Le roman inachevé d’un utopiste





Bruay-en-Artois (1956-1960) :
l’évangélisation protestante en pays minier


Sommaire

Prologue

Introduction

Clermont-l’Hérault

Saint-Quentin

Bruay-en-Artois
- Introduction
- Le pays des mines
- L’évangélisation du pays
- La paroisse de Bruay
- À l’écoute des hommes
- Échec et mat

Tourcoing

La crise

Épilogue




. . . . . . . . - o 0 o - . . . . . . . .

   Nous avons souligné précédemment (1) que l’antagonisme religieux créé par le despotisme catholique lié à l’exploitation sociale du patronat des compagnies minières favorisa la percée de l’évangélisation protestante dans le pays des mines au début du vingtième siècle.
   Celle-ci s’est traduite en bien des lieux de ce bassin comme aussi, nous le verrons, dans le milieu textile des villes du Nord, comme Tourcoing et Roubaix, par la création de « Fraternités » et de « Solidarités ». On notera que les Fraternités ont été implantées plutôt dans le bassin minier, et les Solidarités dans le cadre textile, les premières ayant pour origine la Société Chrétienne du Nord, et les secondes la Mission Populaire Évangélique. Cela n’est pas fortuit, puisqu’elles relèvent chacune d’une influence théologique distincte.

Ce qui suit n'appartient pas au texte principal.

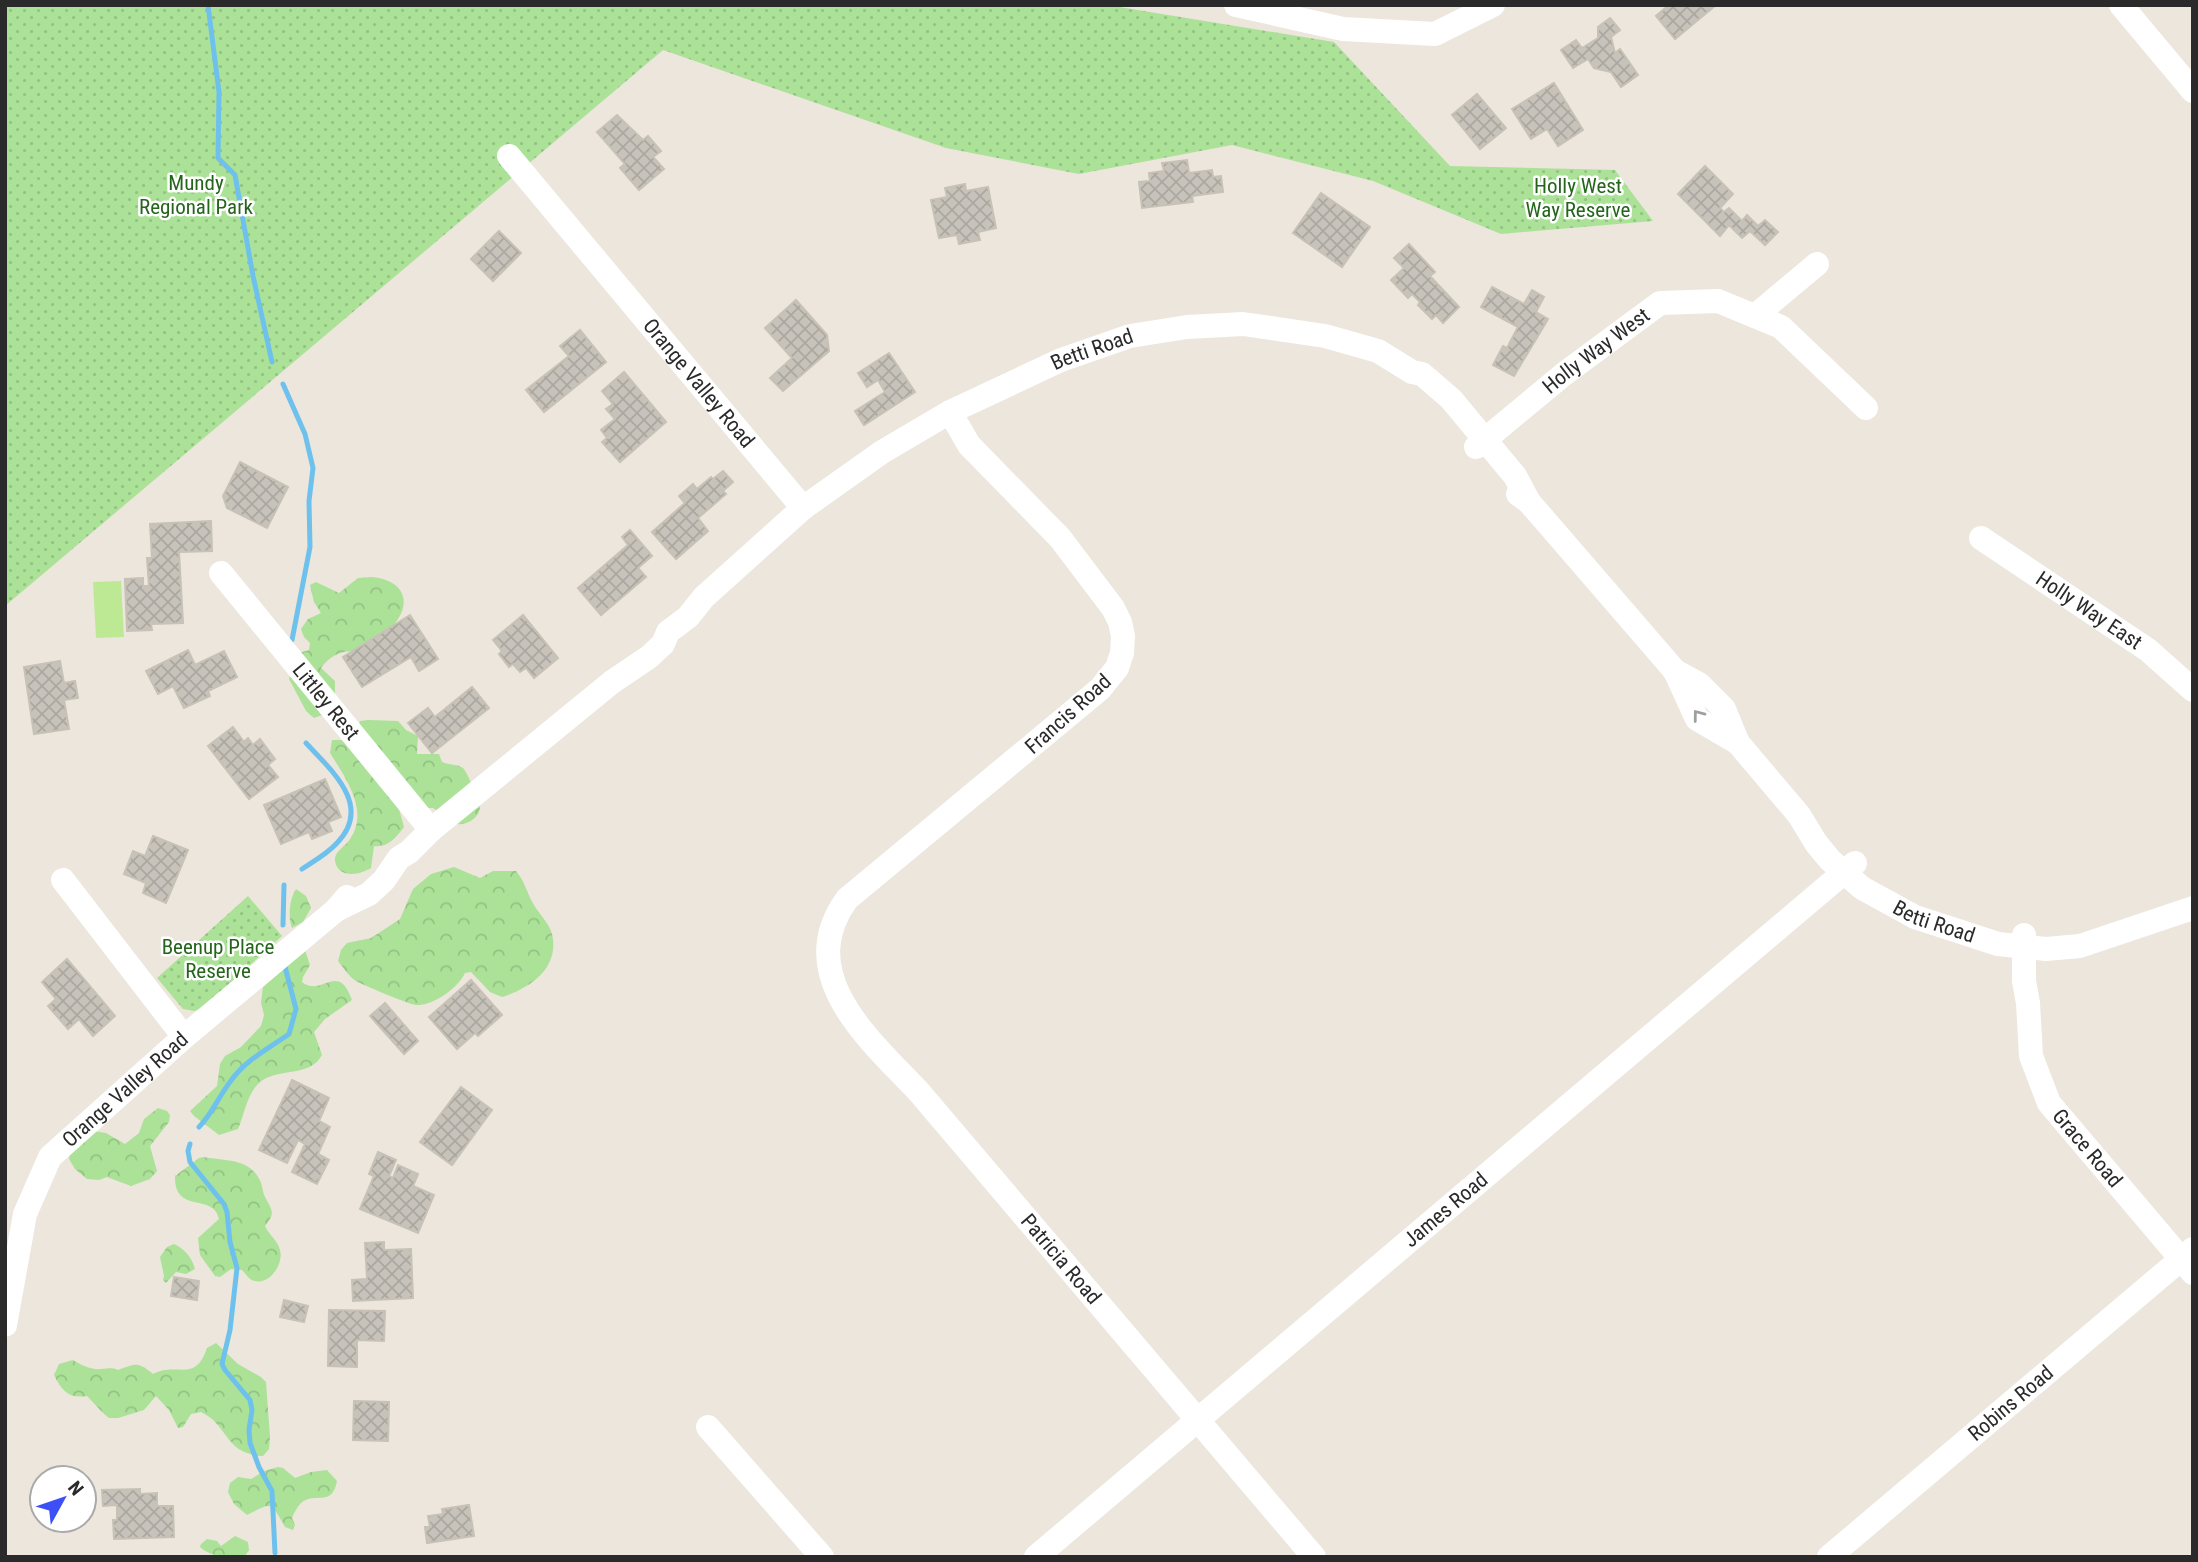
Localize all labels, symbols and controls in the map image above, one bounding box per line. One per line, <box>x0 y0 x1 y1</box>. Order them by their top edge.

   Toutefois, Fraternités et Solidarités ont été toutes deux, au sein de la société globale, de petites contre-sociétés. Comme la Compagnie minière, et plus tard la Direction des Houillères, ont pris en charge l’ensemble de l’activité des travailleurs de la mine, les Fraternités et les Solidarités proposèrent aussi des activités globales, les Houillères à partir du travail quotidien, et les secondes à partir du temps de loisir hors travail.
   Ainsi, au sein de ces Fraternités et Solidarités furent créés des groupes de « conscientisation » (dirions-nous en termes contemporains), comme « l’Étoile Blanche » (ligue de pureté morale), la « Croix Bleue » (ligue antialcoolique), la « Paix par le Droit » (ligue pacifiste), des « Ouvroirs » pour les mères de famille, des « café-restaurant de tempérance », des « Unions de Jeunes-gens » et des « Unions de Jeunes-filles ». Le but à terme, selon les initiateurs de cette évangélisation en monde ouvrier, était à la fois de « détruire le matérialisme révolutionnaire » et le « cléricalisme conservateur » et un moyen de renouvellement de la société en vue d’instaurer le « royaume de Dieu ».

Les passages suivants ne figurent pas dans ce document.